----- Entries provided -----

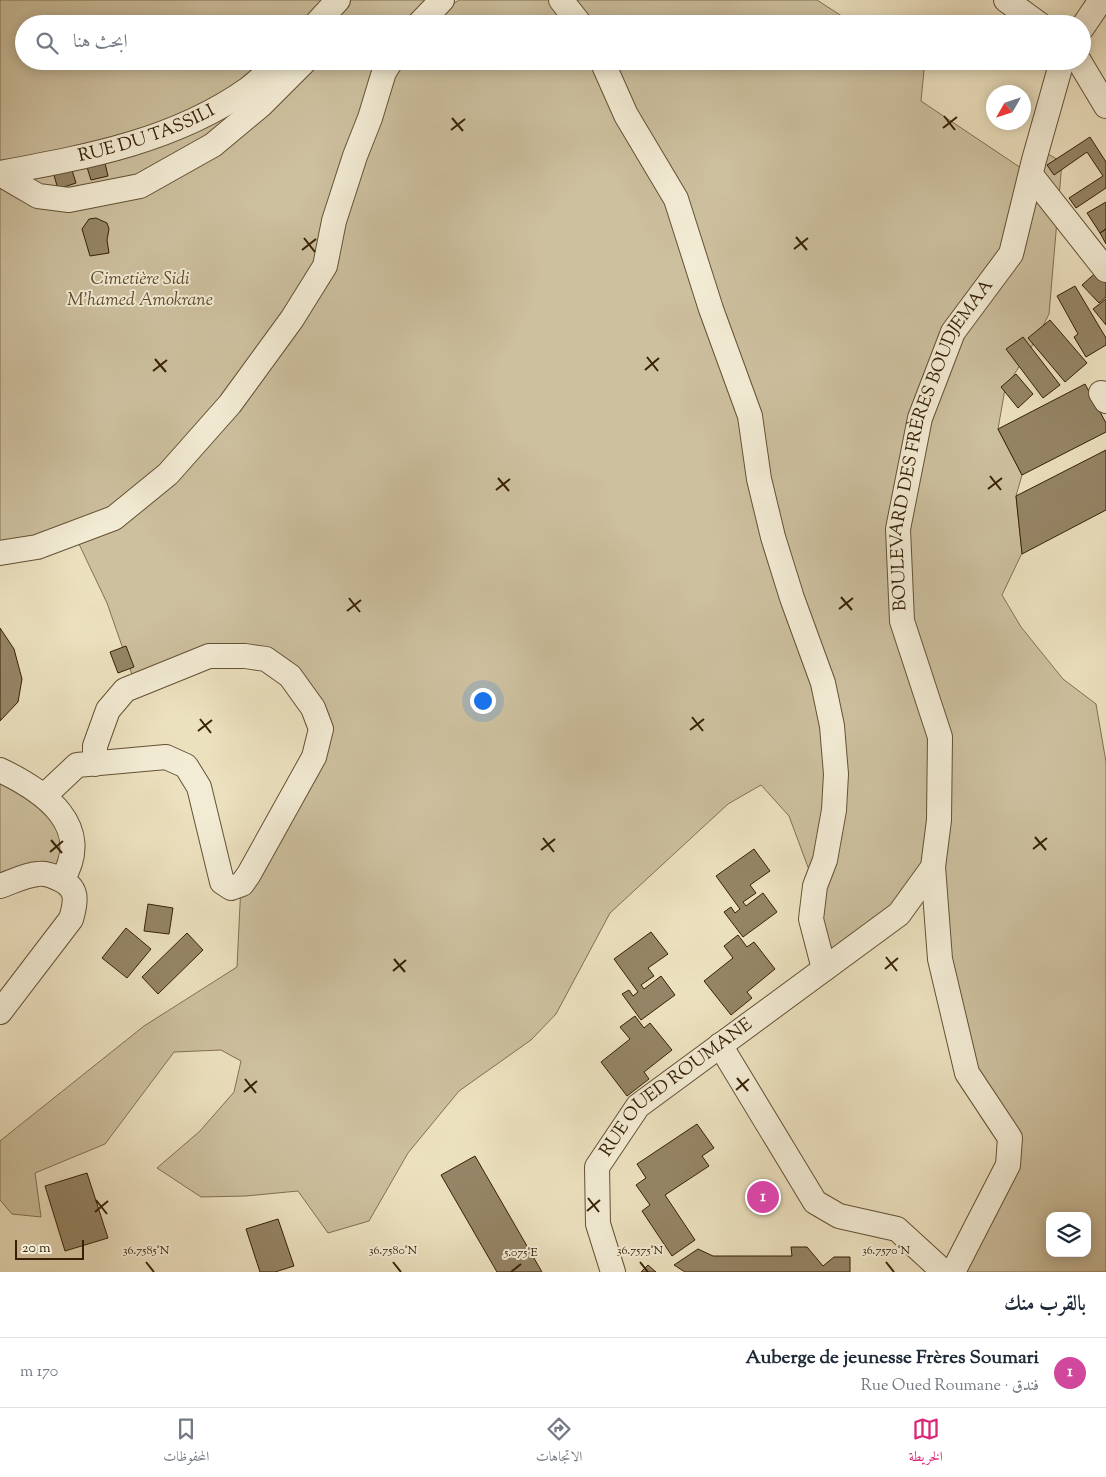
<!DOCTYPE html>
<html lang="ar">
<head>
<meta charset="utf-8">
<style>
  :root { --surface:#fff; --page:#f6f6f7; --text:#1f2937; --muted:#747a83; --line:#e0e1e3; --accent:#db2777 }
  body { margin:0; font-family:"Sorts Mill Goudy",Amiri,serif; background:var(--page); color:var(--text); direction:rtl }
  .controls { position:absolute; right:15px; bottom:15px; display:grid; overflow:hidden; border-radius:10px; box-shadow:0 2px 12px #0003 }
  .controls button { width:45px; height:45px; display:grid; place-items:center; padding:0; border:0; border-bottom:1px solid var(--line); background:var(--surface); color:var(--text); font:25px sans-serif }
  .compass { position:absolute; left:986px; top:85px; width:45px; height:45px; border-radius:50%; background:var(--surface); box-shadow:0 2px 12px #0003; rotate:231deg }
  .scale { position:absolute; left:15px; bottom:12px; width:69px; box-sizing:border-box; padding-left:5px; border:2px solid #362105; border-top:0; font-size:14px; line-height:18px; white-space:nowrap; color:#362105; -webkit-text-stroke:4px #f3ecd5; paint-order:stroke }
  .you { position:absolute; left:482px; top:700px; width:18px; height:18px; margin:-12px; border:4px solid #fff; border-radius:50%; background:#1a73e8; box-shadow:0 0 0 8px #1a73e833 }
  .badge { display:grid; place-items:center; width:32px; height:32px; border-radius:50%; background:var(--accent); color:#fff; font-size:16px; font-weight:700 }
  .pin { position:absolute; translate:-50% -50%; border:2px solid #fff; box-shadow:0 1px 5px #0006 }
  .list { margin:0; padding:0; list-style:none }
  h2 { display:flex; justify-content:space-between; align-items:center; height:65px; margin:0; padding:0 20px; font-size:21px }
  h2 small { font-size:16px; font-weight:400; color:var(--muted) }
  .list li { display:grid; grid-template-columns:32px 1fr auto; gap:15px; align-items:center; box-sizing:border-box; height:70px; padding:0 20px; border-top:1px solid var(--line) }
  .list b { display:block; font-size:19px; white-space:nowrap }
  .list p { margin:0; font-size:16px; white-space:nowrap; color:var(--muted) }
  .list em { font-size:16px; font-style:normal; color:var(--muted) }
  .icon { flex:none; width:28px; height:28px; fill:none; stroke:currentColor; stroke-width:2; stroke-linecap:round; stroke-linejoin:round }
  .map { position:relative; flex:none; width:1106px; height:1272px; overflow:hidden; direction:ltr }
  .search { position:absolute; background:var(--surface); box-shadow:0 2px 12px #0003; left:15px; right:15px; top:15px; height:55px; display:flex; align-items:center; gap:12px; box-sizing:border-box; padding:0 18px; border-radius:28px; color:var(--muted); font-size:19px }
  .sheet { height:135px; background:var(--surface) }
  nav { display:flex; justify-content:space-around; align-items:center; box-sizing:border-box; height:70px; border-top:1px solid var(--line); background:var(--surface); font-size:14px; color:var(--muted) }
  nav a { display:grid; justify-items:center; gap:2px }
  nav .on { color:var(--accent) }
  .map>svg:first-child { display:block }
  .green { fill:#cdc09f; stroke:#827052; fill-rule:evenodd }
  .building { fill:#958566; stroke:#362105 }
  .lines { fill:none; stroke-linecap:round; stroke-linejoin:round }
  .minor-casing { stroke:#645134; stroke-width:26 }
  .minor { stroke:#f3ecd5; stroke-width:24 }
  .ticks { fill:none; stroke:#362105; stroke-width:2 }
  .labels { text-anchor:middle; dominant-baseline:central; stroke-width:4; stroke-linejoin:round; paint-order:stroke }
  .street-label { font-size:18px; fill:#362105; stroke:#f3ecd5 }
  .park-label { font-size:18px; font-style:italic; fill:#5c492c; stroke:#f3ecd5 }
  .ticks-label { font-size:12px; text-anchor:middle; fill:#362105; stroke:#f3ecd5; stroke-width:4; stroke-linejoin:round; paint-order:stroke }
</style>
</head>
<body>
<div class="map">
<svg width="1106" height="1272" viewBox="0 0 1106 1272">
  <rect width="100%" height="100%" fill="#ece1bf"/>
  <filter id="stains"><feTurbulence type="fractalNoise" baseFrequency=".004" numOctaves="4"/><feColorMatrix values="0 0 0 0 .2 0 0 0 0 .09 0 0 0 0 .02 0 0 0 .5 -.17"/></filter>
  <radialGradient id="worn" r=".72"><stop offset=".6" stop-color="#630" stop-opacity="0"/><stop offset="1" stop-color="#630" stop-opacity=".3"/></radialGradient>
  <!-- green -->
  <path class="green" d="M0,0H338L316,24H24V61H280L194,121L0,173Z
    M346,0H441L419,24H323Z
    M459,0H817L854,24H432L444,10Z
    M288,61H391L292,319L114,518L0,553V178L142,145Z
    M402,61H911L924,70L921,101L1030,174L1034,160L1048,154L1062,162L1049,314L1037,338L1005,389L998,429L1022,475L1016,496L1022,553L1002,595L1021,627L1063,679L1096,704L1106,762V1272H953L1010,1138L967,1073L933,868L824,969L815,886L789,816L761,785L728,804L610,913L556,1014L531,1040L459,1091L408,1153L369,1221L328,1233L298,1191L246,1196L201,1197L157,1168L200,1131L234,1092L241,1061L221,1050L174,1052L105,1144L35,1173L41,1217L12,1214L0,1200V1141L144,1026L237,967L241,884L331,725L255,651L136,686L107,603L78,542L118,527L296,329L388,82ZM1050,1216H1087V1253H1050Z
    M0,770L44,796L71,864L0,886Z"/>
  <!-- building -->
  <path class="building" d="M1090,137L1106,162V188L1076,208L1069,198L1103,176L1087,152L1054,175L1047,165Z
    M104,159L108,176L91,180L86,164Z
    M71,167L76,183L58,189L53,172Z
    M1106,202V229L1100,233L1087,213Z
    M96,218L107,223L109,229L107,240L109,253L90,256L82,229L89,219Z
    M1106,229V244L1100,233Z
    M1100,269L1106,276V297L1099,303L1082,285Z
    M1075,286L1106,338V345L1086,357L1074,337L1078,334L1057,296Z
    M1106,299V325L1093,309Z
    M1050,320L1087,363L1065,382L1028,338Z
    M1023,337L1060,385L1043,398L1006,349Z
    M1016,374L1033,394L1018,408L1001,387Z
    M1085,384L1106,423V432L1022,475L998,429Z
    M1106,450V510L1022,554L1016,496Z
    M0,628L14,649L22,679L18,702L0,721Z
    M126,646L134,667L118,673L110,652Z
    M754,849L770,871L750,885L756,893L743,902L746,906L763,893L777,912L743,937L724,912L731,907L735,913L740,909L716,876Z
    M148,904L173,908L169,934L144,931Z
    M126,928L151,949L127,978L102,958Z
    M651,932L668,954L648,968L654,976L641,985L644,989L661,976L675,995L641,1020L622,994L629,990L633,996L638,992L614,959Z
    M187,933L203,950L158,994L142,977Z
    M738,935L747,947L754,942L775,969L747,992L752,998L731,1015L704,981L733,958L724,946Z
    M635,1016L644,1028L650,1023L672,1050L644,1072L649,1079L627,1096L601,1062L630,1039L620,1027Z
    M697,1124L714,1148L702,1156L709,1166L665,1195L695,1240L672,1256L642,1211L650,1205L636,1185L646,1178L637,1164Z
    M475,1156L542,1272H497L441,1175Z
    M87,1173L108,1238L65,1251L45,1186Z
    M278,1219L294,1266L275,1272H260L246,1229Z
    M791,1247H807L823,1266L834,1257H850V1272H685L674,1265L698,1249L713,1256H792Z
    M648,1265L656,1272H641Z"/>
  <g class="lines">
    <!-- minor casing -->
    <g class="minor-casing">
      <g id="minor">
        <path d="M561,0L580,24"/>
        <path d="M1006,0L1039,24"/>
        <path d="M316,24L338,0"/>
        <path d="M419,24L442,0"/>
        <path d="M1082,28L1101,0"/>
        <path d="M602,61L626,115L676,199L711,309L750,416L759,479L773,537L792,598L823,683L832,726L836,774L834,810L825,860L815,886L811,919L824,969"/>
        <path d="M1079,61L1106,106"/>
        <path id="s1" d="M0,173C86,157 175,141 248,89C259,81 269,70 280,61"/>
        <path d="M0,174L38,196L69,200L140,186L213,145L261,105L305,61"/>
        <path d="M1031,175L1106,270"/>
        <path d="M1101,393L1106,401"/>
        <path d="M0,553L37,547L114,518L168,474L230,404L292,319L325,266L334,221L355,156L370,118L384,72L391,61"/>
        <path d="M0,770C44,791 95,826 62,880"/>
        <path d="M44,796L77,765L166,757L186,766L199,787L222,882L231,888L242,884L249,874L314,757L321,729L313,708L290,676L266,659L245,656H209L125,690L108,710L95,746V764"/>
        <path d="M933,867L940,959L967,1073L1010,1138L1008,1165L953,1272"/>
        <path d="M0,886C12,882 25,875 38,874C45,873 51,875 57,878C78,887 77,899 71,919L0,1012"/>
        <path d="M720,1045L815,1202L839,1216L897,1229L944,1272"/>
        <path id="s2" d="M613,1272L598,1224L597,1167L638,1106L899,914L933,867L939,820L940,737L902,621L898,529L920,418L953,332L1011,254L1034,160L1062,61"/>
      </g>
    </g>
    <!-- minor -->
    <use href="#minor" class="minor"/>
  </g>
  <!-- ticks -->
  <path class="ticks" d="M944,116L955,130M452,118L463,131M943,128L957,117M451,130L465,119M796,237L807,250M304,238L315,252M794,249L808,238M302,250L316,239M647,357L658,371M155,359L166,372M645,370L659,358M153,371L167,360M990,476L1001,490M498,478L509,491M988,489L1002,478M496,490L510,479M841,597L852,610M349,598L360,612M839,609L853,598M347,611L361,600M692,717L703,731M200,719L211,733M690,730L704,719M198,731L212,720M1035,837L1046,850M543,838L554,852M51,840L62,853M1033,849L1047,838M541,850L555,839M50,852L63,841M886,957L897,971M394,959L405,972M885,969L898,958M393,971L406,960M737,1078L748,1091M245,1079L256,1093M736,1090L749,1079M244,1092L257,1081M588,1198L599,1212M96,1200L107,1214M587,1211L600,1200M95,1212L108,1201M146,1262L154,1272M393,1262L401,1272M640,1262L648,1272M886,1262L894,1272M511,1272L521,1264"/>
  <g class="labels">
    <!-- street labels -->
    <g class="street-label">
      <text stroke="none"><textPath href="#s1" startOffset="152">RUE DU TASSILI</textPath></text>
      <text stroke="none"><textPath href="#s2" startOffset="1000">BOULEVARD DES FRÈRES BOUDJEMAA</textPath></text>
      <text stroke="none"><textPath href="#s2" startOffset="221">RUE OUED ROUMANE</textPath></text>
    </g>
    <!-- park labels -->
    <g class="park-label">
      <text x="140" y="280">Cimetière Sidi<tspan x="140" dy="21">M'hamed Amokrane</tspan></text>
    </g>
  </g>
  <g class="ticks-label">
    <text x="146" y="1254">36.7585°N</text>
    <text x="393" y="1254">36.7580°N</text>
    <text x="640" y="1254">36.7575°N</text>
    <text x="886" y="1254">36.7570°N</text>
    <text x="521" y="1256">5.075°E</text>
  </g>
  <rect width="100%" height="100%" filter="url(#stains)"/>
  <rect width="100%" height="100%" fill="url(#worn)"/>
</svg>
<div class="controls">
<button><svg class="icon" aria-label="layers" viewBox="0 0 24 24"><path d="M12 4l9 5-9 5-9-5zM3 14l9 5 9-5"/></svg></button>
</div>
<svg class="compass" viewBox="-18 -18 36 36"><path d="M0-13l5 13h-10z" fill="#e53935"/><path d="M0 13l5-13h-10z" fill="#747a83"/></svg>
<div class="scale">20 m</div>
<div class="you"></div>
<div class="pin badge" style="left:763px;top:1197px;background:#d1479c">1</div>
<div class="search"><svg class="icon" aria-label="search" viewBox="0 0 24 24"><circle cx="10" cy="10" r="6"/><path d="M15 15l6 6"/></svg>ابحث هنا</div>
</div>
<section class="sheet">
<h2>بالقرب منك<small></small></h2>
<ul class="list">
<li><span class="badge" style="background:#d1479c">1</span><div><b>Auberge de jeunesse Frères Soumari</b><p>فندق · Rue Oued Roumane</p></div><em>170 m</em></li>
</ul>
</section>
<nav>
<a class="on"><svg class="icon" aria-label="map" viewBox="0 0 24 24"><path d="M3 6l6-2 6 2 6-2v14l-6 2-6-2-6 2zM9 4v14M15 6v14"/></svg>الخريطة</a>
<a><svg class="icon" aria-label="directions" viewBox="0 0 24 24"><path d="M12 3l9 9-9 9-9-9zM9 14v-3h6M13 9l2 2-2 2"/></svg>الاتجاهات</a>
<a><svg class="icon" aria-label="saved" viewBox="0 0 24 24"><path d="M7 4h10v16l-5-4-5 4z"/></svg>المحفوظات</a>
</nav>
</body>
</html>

-----

# Try it:
Wherever the word "scale" appears in the records above, copy that line.

# Reply to the task:
  .scale { position:absolute; left:15px; bottom:12px; width:69px; box-sizing:border-box; padding-left:5px; border:2px solid #362105; border-top:0; font-size:14px; line-height:18px; white-space:nowrap; color:#362105; -webkit-text-stroke:4px #f3ecd5; paint-order:stroke }
<div class="scale">20 m</div>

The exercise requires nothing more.